The latest attack on school libraries comes from State Rep. Tom Oliverson (R-Cypress) in the form of House Bill 338. It would require book publishers to create an age-rating system for children’s books based on appropriateness of content and bar publishers from Texas school libraries if they fail to do so.
“Why is it ok to have pornographic books in a school library that cannot be read aloud at an publicly broadcast board meeting due to FCC regulations?” said Oliverson on Twitter in November. “Sounds to me like we need a rating system for school library books. I will be bringing that to #txlege in 2023! 😉”
The tweet was commenting on a video from the Libs of TikTok account, a radial far-right anti-LGBT account that has been responsible for threats and harassment against schools and children’s hospitals. The account has regularly posted false information, such as accusing Boston Children’s Hospital of performing hysterectomies on young children as part of gender-affirming care.
On the surface, Oliverson’s bill is reasonable. The rating system would closely mirror the ones used in film and television, creating acceptable ratings for children under 18, 14, 7, and below.
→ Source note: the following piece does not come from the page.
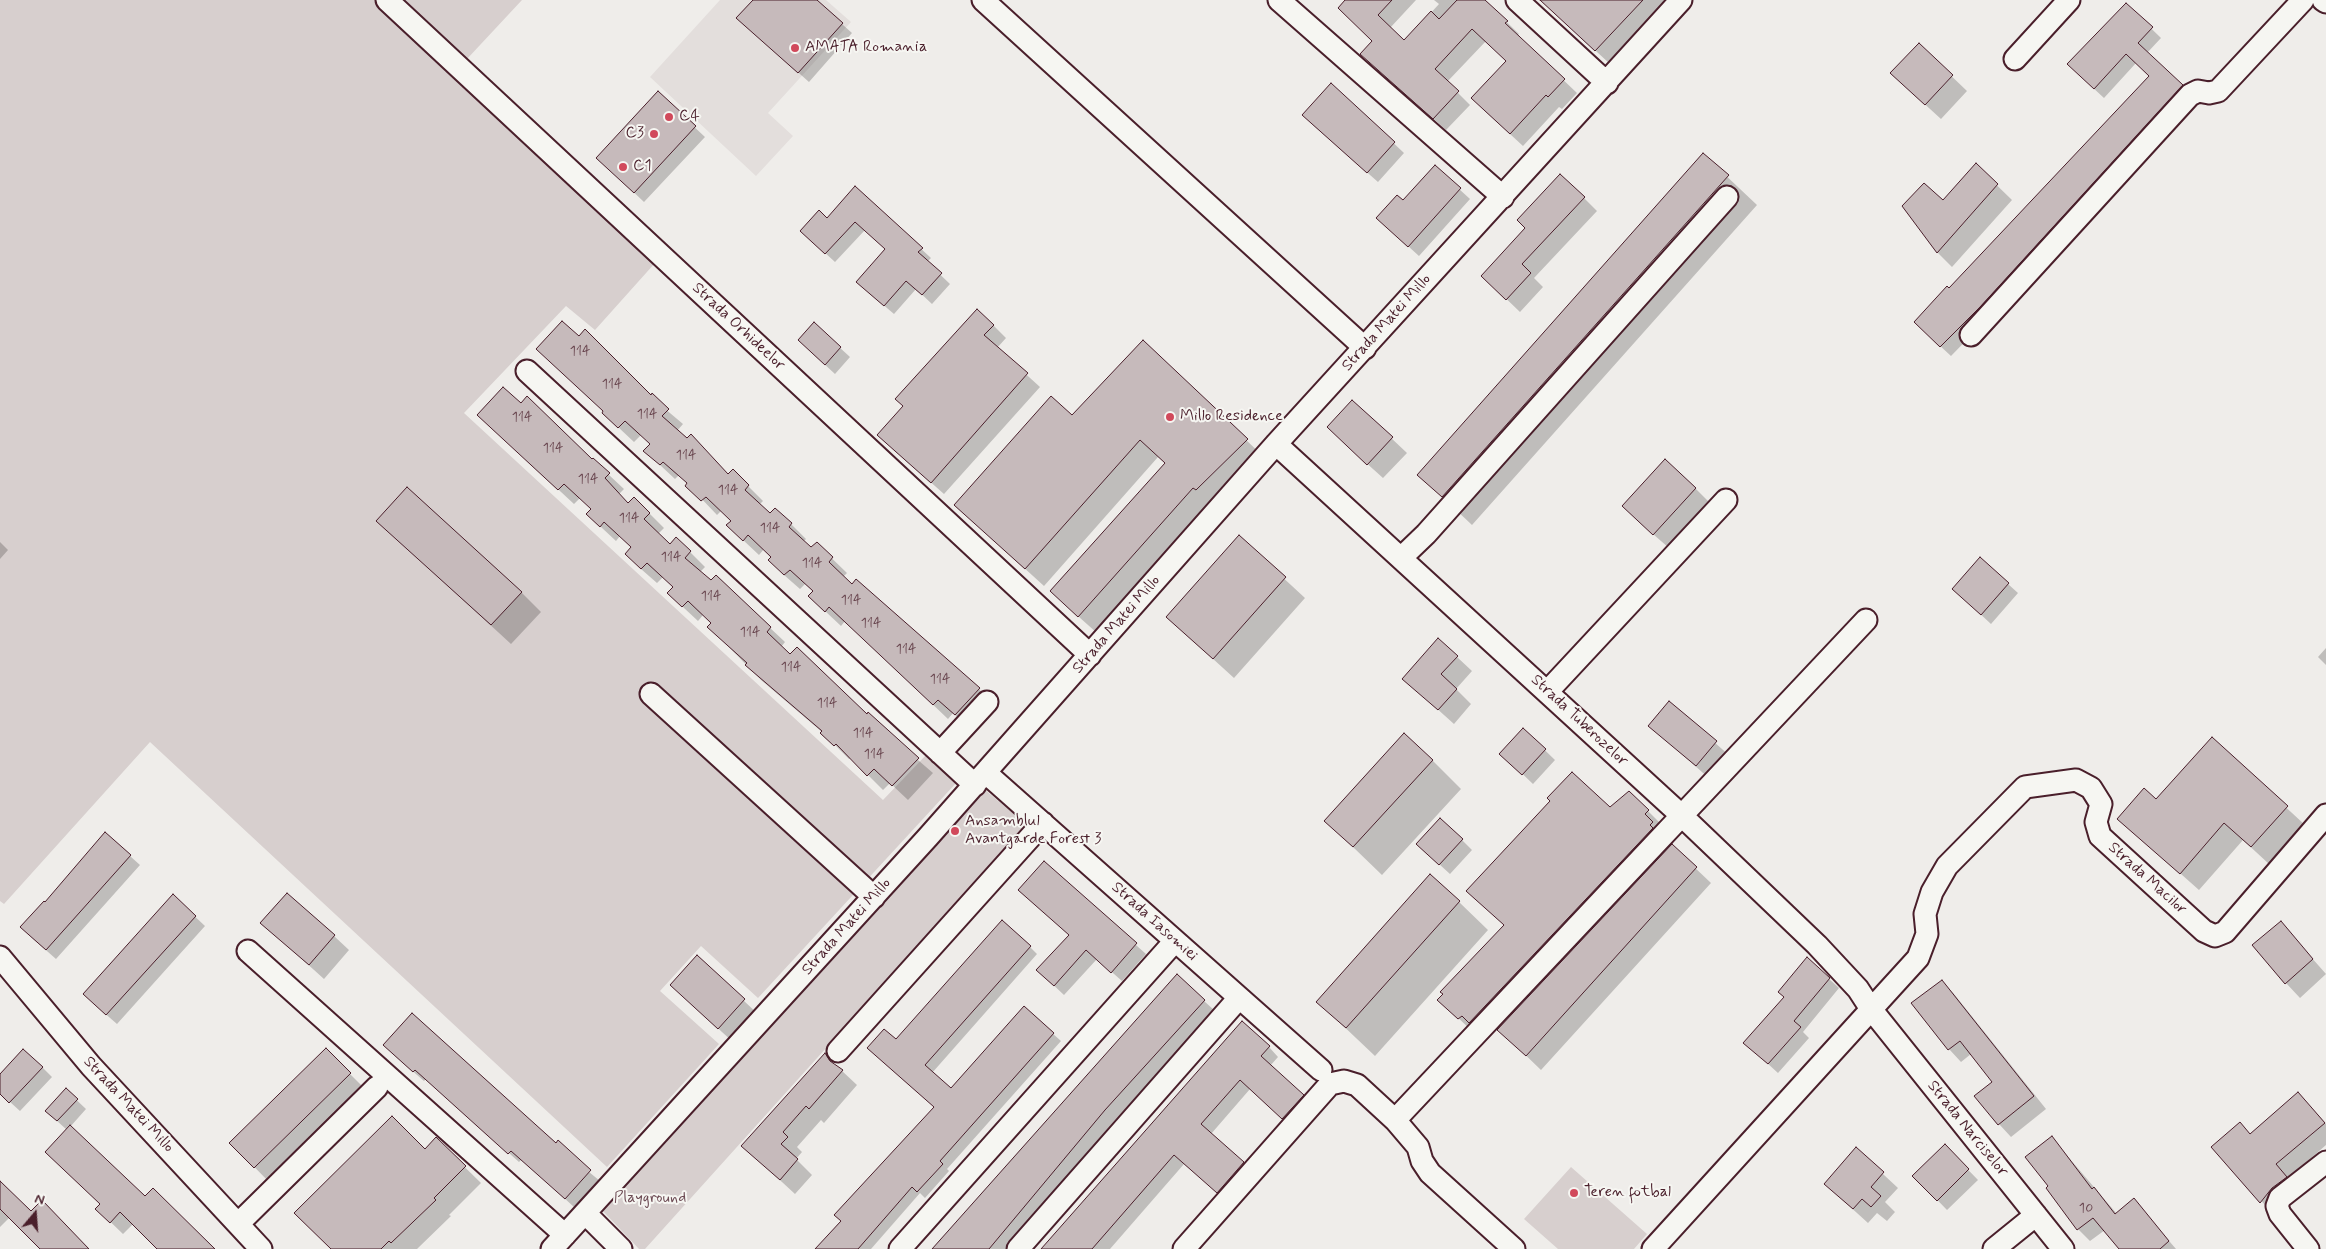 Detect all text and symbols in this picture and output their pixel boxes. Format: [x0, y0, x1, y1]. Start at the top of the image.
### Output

However, like Texas anti-reproductive choice legislation, the descriptions are so vague as to be widely open to interpretation.
In particular, content is largely banned from age groups over “sexual” or “profane” themes without defining what those themes are. “Suggestive dialogue” is also acceptable at certain levels, but again, no attempt is made to say what suggestive means.
This is concerning because Texas Republicans continue to attempt to portray the existence of LGBT people as inherently sexual. There is already a bill in the legislature that attempts to ban children from any drag appearance. The vast majority of book challenges under Republican leadership over the past several years have been against LGBT content as gender-sex minorities becomes the go-to culture war target.
Oliverson, who also authored the bill mandating schools accept and display signs reading “In God We Trust” on campus, also continues the Texas GOP’s increasing attack on private businesses who take progressive stances. Companies are already banned from state contracts if they refuse to do business with gun manufacturers, and another law is in the works to punish employers who aim to help employees get abortions out of state.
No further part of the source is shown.